Data provided Block Start

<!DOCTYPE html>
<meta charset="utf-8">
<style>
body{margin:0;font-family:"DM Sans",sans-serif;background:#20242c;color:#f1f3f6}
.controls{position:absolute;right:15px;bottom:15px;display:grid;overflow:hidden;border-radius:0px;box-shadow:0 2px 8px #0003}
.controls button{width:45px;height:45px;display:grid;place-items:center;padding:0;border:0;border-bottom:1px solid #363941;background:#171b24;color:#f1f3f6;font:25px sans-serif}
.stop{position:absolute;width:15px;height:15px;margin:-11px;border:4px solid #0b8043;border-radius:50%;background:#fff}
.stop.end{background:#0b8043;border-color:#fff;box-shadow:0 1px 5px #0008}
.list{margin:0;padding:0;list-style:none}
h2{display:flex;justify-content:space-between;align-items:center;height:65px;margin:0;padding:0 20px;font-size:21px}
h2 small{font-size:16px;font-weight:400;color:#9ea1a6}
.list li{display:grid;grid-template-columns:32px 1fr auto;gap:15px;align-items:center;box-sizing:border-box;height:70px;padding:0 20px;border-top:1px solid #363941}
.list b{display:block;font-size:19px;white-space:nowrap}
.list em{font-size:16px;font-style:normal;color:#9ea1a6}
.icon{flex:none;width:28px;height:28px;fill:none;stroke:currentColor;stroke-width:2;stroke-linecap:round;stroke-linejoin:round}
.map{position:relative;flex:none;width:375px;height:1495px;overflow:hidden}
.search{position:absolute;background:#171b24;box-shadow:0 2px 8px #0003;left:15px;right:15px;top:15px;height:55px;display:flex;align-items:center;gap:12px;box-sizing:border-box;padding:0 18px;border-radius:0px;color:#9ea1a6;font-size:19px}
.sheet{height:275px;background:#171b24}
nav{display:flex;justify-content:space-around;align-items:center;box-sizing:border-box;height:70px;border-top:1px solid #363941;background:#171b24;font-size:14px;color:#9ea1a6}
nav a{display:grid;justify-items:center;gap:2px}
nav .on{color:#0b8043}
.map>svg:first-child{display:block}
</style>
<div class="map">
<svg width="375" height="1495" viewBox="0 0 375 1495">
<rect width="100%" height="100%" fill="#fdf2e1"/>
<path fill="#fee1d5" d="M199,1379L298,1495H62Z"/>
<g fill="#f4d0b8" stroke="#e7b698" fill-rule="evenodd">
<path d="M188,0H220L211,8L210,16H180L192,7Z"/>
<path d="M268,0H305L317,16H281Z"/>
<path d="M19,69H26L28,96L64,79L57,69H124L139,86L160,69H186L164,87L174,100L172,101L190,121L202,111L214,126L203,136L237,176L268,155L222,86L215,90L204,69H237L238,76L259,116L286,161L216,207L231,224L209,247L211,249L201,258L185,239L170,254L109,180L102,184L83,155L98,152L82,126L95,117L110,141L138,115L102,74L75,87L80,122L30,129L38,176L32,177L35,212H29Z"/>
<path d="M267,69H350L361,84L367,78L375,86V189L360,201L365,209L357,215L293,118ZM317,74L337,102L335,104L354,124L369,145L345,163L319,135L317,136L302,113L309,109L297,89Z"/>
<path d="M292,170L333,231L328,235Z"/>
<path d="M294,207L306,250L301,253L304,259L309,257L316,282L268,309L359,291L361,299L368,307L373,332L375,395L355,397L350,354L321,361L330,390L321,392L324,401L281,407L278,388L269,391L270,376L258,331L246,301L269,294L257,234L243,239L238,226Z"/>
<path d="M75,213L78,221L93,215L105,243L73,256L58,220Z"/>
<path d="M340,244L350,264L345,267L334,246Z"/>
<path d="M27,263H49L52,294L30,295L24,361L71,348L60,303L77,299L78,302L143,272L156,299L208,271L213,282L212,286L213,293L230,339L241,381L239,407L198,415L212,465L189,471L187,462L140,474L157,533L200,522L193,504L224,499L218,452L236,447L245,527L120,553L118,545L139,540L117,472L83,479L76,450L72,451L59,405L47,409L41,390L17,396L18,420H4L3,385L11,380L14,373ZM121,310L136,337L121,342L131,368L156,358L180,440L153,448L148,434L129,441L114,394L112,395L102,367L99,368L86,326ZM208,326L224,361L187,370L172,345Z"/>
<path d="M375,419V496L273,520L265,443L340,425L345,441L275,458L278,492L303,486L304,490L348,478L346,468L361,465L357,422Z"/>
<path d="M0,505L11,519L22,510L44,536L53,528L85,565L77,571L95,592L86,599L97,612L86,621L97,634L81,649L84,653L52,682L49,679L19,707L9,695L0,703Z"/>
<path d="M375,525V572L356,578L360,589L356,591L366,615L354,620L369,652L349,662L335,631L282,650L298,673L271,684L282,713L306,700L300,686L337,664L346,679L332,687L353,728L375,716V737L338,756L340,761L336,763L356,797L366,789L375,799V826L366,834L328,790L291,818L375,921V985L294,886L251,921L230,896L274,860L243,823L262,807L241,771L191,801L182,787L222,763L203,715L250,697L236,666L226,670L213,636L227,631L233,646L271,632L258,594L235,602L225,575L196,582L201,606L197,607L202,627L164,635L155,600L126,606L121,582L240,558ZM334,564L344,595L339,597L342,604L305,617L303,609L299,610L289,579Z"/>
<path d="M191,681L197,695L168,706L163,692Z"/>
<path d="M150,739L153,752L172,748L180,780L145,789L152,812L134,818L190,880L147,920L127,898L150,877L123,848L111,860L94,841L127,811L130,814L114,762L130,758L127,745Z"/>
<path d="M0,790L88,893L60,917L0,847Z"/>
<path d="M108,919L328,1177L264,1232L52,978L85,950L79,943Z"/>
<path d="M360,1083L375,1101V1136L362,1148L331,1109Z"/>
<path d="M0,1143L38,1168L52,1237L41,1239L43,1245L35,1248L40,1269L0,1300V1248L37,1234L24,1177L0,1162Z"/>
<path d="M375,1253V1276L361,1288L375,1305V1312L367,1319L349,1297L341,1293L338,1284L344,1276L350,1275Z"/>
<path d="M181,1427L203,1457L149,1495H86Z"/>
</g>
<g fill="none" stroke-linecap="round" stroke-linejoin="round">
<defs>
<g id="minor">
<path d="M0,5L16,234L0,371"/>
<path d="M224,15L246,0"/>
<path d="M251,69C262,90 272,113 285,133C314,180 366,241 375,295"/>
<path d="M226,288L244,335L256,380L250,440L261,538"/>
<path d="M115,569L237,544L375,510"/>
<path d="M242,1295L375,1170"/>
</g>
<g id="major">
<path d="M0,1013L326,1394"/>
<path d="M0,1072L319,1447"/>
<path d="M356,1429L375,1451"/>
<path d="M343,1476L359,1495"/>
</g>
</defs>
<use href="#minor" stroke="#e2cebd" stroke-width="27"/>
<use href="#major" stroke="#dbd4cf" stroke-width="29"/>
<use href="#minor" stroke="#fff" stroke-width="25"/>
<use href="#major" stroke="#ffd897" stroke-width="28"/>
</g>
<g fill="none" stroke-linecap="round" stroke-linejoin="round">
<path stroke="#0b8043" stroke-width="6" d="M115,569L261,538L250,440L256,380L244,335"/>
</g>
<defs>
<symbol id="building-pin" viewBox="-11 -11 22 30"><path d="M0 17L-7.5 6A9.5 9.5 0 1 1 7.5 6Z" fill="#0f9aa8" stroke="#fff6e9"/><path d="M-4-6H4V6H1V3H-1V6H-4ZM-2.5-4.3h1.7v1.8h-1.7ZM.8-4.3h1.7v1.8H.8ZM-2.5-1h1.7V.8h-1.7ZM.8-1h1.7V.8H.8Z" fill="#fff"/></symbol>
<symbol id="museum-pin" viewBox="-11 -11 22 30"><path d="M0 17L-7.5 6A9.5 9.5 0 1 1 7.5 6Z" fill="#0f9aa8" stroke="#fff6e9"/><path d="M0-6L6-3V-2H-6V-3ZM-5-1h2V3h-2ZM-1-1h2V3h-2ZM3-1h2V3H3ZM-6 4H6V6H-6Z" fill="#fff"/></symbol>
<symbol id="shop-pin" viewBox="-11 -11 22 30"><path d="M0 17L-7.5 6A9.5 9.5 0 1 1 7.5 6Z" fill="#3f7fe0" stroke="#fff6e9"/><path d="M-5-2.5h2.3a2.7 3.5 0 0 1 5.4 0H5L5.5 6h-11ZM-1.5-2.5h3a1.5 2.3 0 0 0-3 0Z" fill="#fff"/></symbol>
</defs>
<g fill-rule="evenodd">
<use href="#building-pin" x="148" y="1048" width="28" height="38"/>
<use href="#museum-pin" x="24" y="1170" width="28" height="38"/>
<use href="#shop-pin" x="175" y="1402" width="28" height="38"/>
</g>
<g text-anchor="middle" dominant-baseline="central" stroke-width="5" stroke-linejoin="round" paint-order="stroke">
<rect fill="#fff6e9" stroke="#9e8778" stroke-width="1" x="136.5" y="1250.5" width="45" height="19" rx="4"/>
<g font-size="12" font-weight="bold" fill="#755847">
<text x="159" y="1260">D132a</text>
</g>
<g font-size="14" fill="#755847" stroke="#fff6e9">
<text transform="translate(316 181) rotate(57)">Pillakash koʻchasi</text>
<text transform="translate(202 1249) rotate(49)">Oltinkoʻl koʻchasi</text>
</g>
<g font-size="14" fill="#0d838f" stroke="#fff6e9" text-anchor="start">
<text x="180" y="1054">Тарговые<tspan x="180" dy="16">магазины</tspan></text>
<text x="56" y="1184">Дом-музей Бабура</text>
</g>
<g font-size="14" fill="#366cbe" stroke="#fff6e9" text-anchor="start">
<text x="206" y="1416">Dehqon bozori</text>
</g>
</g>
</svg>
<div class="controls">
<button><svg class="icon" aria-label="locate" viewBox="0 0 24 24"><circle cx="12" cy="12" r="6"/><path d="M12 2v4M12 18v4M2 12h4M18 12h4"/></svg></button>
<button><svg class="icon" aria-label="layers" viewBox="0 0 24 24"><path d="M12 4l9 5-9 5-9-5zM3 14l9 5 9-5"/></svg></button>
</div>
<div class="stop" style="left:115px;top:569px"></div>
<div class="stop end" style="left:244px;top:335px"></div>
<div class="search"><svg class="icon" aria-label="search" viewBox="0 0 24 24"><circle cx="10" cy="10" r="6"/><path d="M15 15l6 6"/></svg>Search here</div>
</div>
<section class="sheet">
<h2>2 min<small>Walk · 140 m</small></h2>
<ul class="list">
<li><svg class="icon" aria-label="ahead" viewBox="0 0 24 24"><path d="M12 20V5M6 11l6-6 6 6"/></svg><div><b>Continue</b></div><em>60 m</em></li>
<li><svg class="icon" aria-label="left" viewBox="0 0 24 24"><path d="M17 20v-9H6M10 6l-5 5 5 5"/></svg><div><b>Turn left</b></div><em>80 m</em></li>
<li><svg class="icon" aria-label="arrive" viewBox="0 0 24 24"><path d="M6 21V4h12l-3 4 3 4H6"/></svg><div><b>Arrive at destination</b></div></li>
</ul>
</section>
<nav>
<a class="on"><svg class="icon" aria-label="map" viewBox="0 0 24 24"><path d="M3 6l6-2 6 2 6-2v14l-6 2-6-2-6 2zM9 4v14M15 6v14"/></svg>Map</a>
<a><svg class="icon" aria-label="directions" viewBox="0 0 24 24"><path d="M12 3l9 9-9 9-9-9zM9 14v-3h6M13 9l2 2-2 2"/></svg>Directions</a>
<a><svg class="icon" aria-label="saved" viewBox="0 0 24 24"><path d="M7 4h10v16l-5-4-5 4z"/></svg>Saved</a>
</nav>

Data provided Block End

▶ _Work task_: Every line in the entries above that has the word "solid" should be identified and copied.

▶ _Expected answer_:
.controls button{width:45px;height:45px;display:grid;place-items:center;padding:0;border:0;border-bottom:1px solid #363941;background:#171b24;color:#f1f3f6;font:25px sans-serif}
.stop{position:absolute;width:15px;height:15px;margin:-11px;border:4px solid #0b8043;border-radius:50%;background:#fff}
.list li{display:grid;grid-template-columns:32px 1fr auto;gap:15px;align-items:center;box-sizing:border-box;height:70px;padding:0 20px;border-top:1px solid #363941}
nav{display:flex;justify-content:space-around;align-items:center;box-sizing:border-box;height:70px;border-top:1px solid #363941;background:#171b24;font-size:14px;color:#9ea1a6}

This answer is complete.